The code is relatively simple, reading button input and translating it into a number using binary syntax. In order to account for the fact that the tactile buttons make pressing key combinations difficult, the code is written so that after a button is triggered, any inputs read until all buttons are released are recognized. Therefore, this input sequence would produce 96 (1 represents a pressed button):

0000
1000
1001
0000
0110
0010
0000

This allows the board to be more forgiving when it comes to key presses, but means that holding down a button combination will not repeat the key input, a feature seen on regular keyboards. While unnecessary for this project’s purpose, it could be accommodated in future revisions of the code.

Final Thoughts#

While this ended up being a great first project, and I learned a lot about the basics of working with an Arduino/Arduino-Compatible microcontroller, there were a number of changes I would make if I were able to redo this project:

• I would have gone with a perfboard instead of a breadboard, as the built-in traces ended up limiting my options for board layout.

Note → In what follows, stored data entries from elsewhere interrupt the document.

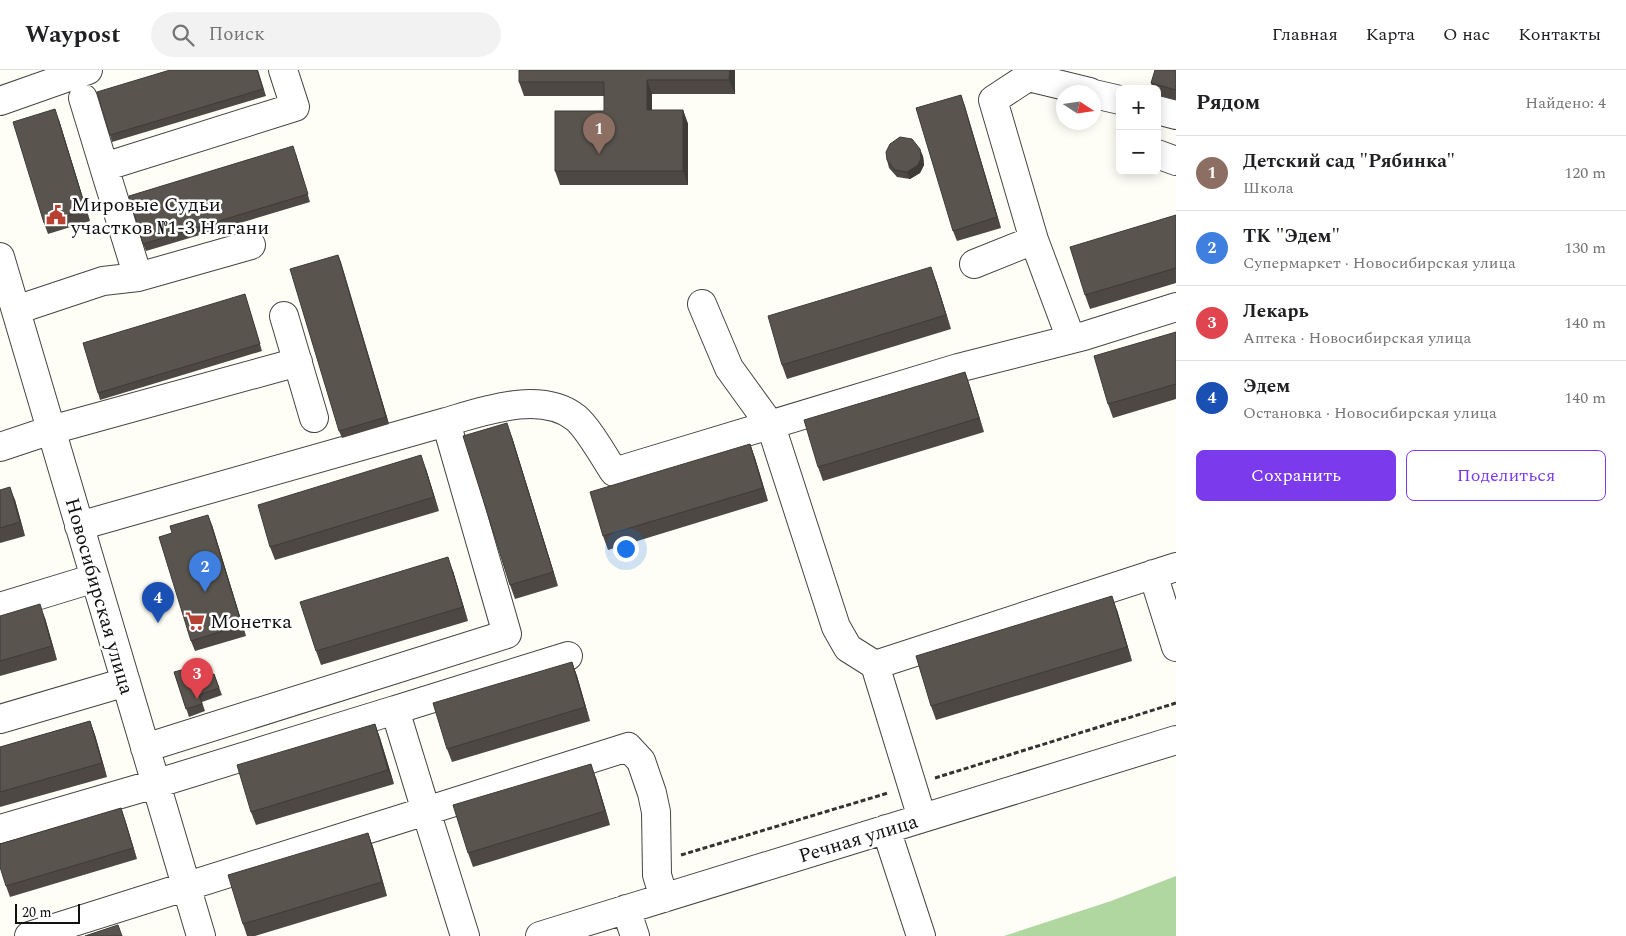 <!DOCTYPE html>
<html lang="ru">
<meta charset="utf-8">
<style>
:root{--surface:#fff;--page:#f2f2f2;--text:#202124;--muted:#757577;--line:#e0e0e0;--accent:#7c3aed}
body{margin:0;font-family:Spectral,serif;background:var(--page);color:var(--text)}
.controls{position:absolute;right:15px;top:15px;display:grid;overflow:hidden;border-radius:8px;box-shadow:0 2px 12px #0003}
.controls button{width:45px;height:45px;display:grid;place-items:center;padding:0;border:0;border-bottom:1px solid var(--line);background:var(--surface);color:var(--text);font:25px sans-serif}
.compass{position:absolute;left:1056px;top:15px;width:45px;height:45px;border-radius:50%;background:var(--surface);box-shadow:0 2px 12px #0003;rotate:102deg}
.scale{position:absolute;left:15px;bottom:12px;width:65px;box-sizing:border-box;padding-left:5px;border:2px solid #111;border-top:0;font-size:14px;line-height:18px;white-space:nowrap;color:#111;-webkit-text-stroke:4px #fff;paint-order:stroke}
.you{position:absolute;left:625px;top:478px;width:18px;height:18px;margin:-12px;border:4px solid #fff;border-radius:50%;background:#1a73e8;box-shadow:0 0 0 8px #1a73e833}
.badge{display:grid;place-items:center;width:32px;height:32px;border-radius:50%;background:var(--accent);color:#fff;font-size:16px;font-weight:700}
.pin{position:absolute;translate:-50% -41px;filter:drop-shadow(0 1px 2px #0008)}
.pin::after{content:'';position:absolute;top:26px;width:18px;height:15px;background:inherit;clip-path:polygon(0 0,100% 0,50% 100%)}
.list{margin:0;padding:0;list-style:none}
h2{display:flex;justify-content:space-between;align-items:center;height:65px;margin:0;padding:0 20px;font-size:21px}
h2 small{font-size:16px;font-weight:400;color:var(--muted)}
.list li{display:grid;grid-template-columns:32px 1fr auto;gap:15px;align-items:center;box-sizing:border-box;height:75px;padding:0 20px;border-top:1px solid var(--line)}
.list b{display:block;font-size:19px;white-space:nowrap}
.list p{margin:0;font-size:16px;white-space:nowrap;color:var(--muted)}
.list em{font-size:16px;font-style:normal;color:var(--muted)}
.actions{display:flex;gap:10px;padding:15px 20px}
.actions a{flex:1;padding:11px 0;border:1px solid var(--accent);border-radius:8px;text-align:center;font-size:18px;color:var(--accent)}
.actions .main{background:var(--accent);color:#fff}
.icon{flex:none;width:28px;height:28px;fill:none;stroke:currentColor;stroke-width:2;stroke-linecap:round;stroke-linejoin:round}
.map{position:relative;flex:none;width:1176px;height:866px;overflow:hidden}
header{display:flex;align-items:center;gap:30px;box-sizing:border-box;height:70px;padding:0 25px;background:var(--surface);border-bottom:1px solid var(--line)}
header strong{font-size:24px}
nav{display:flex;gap:28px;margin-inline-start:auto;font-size:18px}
.search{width:350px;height:45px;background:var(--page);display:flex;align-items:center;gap:12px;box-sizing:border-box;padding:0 18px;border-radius:28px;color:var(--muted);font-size:19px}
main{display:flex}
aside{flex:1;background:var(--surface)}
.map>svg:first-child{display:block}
.forest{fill:#b1d7a1}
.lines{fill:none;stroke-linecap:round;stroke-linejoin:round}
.minor-casing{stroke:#444;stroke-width:30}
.path{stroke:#333;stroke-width:3;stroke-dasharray:5 2.5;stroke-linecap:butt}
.minor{stroke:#fff;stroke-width:28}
.wall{fill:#4d4843}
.shaded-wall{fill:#3e3b37}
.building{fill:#59544e;stroke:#3e3b37}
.labels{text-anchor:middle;stroke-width:5;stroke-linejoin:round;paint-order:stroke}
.poi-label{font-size:20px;fill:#111;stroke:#fff;text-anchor:start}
.street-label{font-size:20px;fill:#111;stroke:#fff}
</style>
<header>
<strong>Waypost</strong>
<div class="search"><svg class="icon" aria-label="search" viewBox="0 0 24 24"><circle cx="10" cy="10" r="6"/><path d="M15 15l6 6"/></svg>Поиск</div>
<nav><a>Главная</a><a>Карта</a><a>О нас</a><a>Контакты</a></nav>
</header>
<main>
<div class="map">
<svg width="1176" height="866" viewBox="0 0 1176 866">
<rect width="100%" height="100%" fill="#fefef6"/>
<path class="forest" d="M1176,806v60h-172l107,-35z"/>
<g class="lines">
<defs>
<path id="minor" d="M1094,24l26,6
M83,28l21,69 191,-60 -12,-37
M0,31l88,-31
M1157,40l19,5
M1157,84l19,7
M104,97l34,110 113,-32
M0,187l201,679
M974,194l60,-24
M702,234l27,64 42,58 65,201 12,21 27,17
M16,240l87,-29 35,-4
M284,246l30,102
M1071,269l-37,-99 -41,-140 35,-23 62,15
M0,377l51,-17 247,-68
M79,456l367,-104
M1153,504l23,73
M0,537l95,-29
M0,649l126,-37
M145,678l362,-114 -61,-212c38,-11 95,-32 130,-4 12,10 29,40 38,54l344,-104 126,-32 92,-29
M922,748l-47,-153 301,-98
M0,759l155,-45 240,-74
M886,759l35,107
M626,839l9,27
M29,866l397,-125 -31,-101 173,-54
M465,866l-39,-125 202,-64 13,14 11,32 4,19 1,63 7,23
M540,866l636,-196"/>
</defs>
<use href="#minor" class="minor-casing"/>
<path class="path" d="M935,708l241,-75
M681,785l207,-62"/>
<use href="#minor" class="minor"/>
</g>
<path class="wall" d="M170,0h88l8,26 -154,46 -2,-7z
M735,0v24h-83v16h31l5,14v61h-128l-5,-14 49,-60v-15h-80l-5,-14z
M1176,0v30l-19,-5v-6h-4l-2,-6z
M961,25l40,133 -44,13 -4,-10z
M59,50l31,101 -42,13 -4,-11z
M296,84l14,48 -164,49 -3,-7z
M923,86l1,9 -4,8 -10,6 -13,-2 -8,-9 -2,-8z
M1176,145v68l-86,26 -5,-14z
M338,185l51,169 -47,14 -3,-7z
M936,211l15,48 -164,50 -5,-14z
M247,231l15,50 -162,49 -2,-7z
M1176,262v67l-63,19 -5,-14z
M965,302l19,60 -161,49 -5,-14z
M512,367l46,149 -43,13 -5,-14z
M750,374l5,14 13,43 -160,49 -5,-14z
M426,399l13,42 -164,49 -5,-13z
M0,420l15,10 10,36 -25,7z
M212,455l34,111 -51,15 -4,-10z
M453,501l15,50 -147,44 -5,-14z
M1117,540l15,51 -196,59 -5,-14z
M0,546l45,2 12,42 -57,16z
M572,592l5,14 13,45 -138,41 -5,-13z
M174,602l26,6 14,-4 8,21 -20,7 3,9 -16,6z
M90,651l5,14 12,42 -107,30v-60z
M375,654l5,14 14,46 -138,41 -5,-13z
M596,708l14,47 -137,42 -5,-14z
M121,738l16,51 -127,38 -4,-11z
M368,763l5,14 14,49 -132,40h-8l-4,-12z"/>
<path class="shaded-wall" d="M730,0h5v24l-6,-14z
M647,10l5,14v30l-5,-14z
M961,25l4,11 36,122 -4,-11z
M55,39l4,11 31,101 -4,-11z
M683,40l5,14v61l-5,-14z
M920,79l3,7 1,9 -4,8 -10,6 -3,-7z
M338,185l3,7 48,162 -3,-7z
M931,197l5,14 15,48 -5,-14z
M965,302l5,14 14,46 -5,-14z
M507,353l5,14 46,149 -5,-14z
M750,374l5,14 13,43 -5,-13z
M421,385l5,14 13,42 -5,-14z
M10,417l5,13 10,36 -5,-14z
M208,445l4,10 34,111 -4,-11z
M448,487l5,14 15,50 -5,-14z
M1112,526l5,14 15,51 -5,-14z
M40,534l5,14 12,42 -5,-14z
M572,592l5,14 13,45 -5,-14z
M90,651l5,14 12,42 -5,-14z
M375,654l5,14 14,46 -6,-14z
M591,694l5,14 14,47 -5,-14z
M121,738l4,11 12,40 -4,-11z
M368,763l5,14 14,49 -5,-14z"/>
<path class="building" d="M170,0h87l6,19 -153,46 -13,-43z
M519,0h211l-1,10h-82v30h36v61h-128v-60h49v-29h-85z
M1155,0h21v20l-25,-7z
M961,25l36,122 -44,14 -37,-123z
M55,39l31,101 -42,13 -31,-101z
M900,67l12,2 8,10 1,9 -3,7 -11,7 -12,-2 -8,-10 -1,-8 4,-8z
M293,76l15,48 -165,50 -14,-48z
M1176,145v53l-91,27 -15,-48z
M338,185l48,162 -47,14 -49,-162z
M931,197l15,48 -164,50 -14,-49z
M245,224l15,50 -162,49 -15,-50z
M1176,262v52l-68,20 -14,-48z
M965,302l14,46 -161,49 -14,-47z
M507,353l46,149 -43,13 -47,-149z
M750,374l13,44 -160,48 -13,-44z
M421,385l13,42 -164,50 -12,-42z
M10,417l10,35 -20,6v-38z
M208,445l34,110 -51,16 -32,-104 13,-4 -2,-7z
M448,487l15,50 -147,44 -16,-49z
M1112,526l15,51 -196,59 -15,-50z
M40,534l12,42 -52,15v-45z
M572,592l13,45 -138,42 -14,-46z
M185,599l15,9 14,-4 5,14 -20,7 3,9 -16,5 -12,-37z
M90,651l12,42 -102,29v-45z
M375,654l13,46 -137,42 -14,-47z
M591,694l14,47 -137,42 -15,-48z
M121,738l12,40 -127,38 -6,-19v-23z
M368,763l14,49 -139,42 -15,-49z
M118,855l4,11h-37z"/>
<defs>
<symbol id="civic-bare" viewBox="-9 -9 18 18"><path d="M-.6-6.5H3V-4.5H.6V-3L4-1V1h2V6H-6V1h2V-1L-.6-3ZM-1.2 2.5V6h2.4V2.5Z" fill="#b74233" stroke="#fff" stroke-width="2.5" paint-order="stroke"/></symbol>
<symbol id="supermarket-bare" viewBox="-9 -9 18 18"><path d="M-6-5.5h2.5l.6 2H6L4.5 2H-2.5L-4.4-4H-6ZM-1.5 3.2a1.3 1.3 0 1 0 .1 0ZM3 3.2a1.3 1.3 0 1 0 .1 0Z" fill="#b74233" stroke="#fff" stroke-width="2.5" paint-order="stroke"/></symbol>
</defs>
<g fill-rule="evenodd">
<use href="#civic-bare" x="42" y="131" width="28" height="28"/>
<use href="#supermarket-bare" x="181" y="537" width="28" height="28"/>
</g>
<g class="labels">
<g class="poi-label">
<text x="71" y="141">Мировые Судьи<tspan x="71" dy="23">участков №1-3 Нягани</tspan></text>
<text x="210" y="558">Монетка</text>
</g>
<g class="street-label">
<text transform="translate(100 526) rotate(74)" y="7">Новосибирская улица</text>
<text transform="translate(858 768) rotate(-17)" y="7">Речная улица</text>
</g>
</g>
</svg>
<div class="controls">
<button>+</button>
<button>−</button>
</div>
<svg class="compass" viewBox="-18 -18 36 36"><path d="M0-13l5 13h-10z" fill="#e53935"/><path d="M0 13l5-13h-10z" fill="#757577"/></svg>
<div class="scale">20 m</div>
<div class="you"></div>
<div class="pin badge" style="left:599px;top:84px;background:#8d6e63">1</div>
<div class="pin badge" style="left:205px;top:522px;background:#3f7fe0">2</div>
<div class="pin badge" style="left:197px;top:629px;background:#e0444e">3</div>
<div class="pin badge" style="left:158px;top:553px;background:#1a4fb4">4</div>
</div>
<aside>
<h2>Рядом<small>Найдено: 4</small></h2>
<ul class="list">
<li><span class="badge" style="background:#8d6e63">1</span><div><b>Детский сад &quot;Рябинка&quot;</b><p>Школа</p></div><em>120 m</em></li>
<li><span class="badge" style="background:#3f7fe0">2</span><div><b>ТК &quot;Эдем&quot;</b><p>Супермаркет · Новосибирская улица</p></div><em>130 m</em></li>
<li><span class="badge" style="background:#e0444e">3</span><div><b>Лекарь</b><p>Аптека · Новосибирская улица</p></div><em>140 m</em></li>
<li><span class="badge" style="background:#1a4fb4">4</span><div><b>Эдем</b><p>Остановка · Новосибирская улица</p></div><em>140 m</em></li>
</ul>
<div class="actions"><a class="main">Сохранить</a><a>Поделиться</a></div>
</aside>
</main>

• I would have used a smaller and cheaper microcontroller as the Pro Micro was overkill for this project. I planned to use a Trinket for the final project, however I accidentally picked up the Trinket 3v instead of the M0, and the 3v was not suitable for the project.

• I would have went with different buttons. The tactile buttons ended up requiring a lot of force to actuate, and thus are somewhat inefficient for the “typing” style the Numpet requires. I would potentially like to reimplement this later using a NeoKey 1x4 with 4 key switches for a better typing experience. Mouse switches may also be an interesting way to implement a lower profile version.

Overall this was an extremely valuable learning experience, and I regard it as a success.